Task requirements: Give the data below again exactly as written, but without the pictures.

Data:
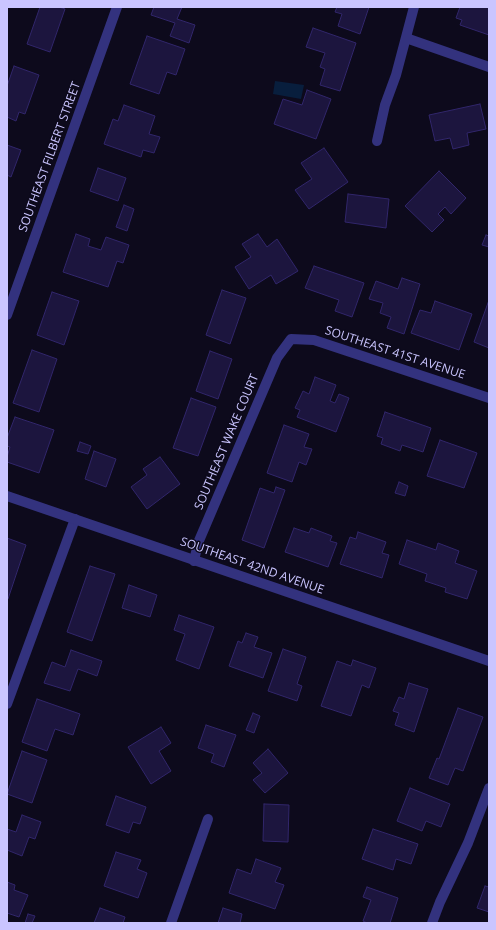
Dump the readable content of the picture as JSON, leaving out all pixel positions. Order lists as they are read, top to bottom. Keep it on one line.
{"streets":{"street":["SOUTHEAST FILBERT STREET","SOUTHEAST 41ST AVENUE","SOUTHEAST WAKE COURT","SOUTHEAST 42ND AVENUE"]},"crossings":[["SOUTHEAST 41ST AVENUE","SOUTHEAST WAKE COURT"],["SOUTHEAST WAKE COURT","SOUTHEAST 42ND AVENUE"]]}
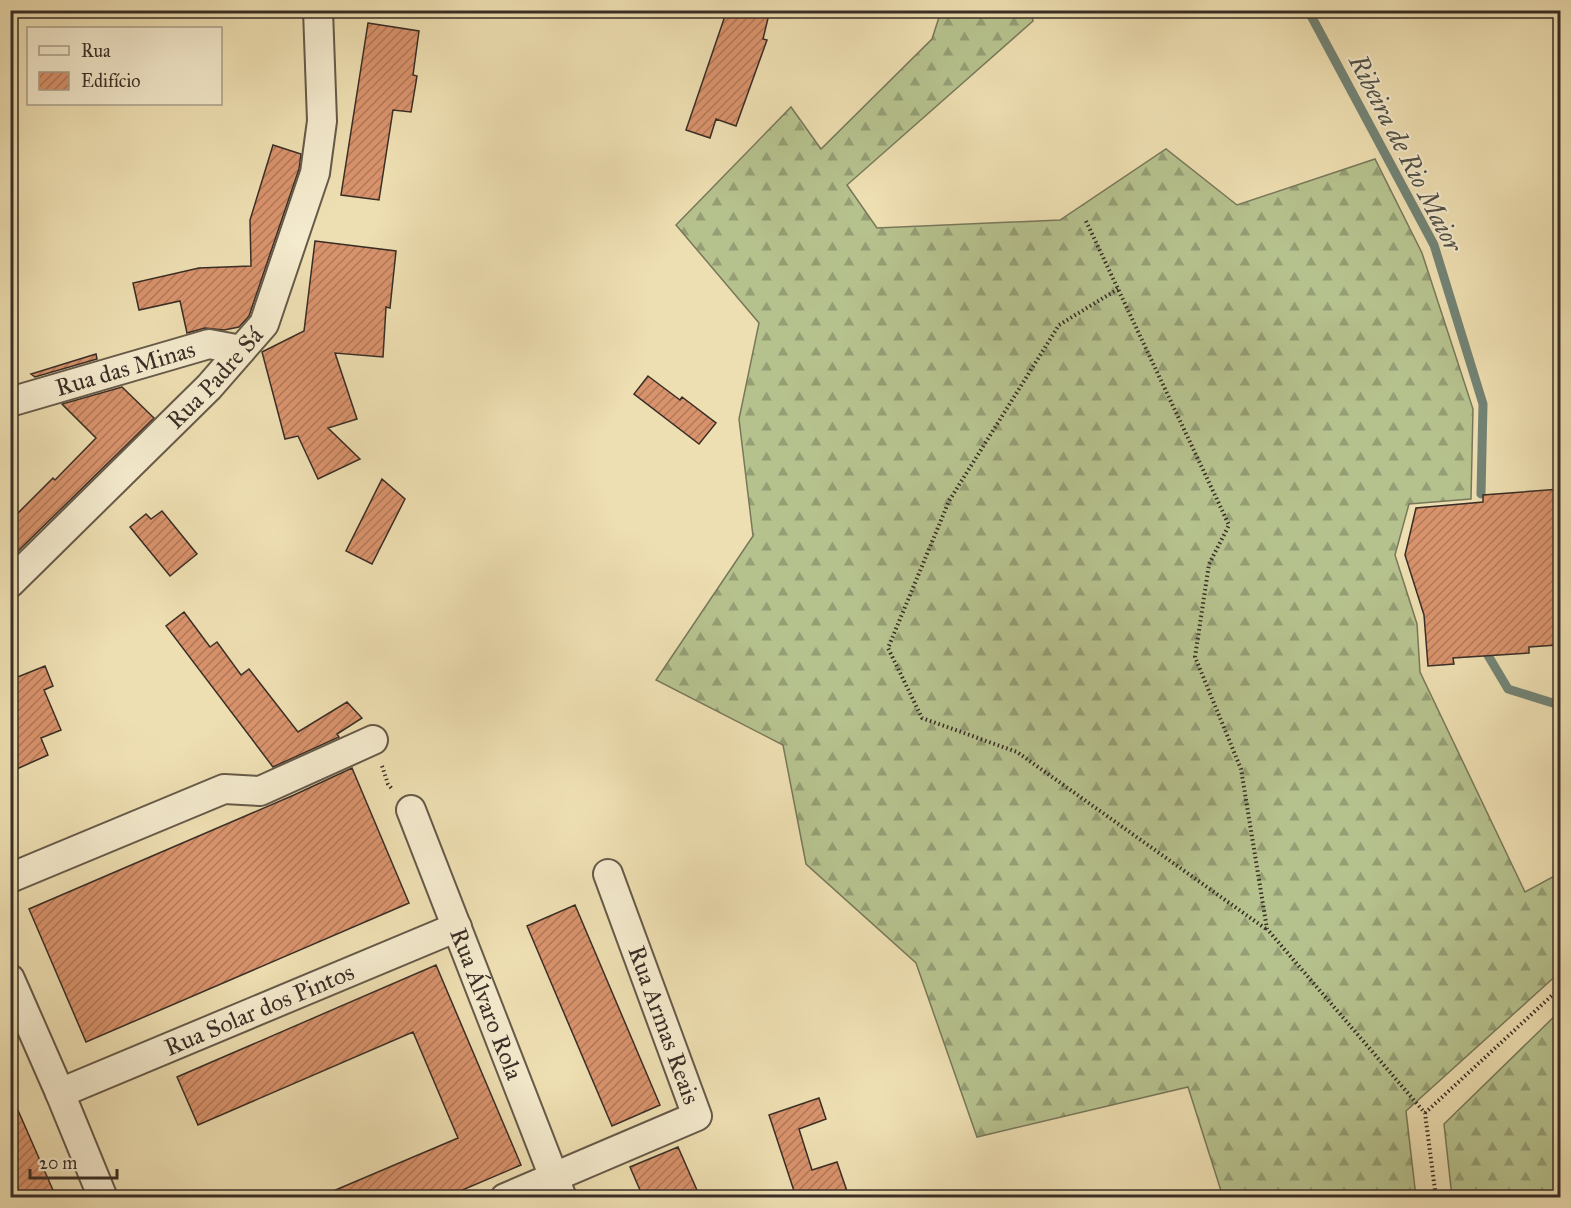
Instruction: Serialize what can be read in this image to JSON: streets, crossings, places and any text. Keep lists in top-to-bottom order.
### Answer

The completed task:
Dump the readable content of the picture as JSON, leaving out all pixel positions. Order lists as they are read, top to bottom. Keep it on one line.
{"streets":{"street":["SOUTHEAST FILBERT STREET","SOUTHEAST 41ST AVENUE","SOUTHEAST WAKE COURT","SOUTHEAST 42ND AVENUE"]},"crossings":[["SOUTHEAST 41ST AVENUE","SOUTHEAST WAKE COURT"],["SOUTHEAST WAKE COURT","SOUTHEAST 42ND AVENUE"]]}
Instruction: Serialize what can be read in this image to JSON: streets, crossings, places and any text. Keep lists in top-to-bottom order.
### Answer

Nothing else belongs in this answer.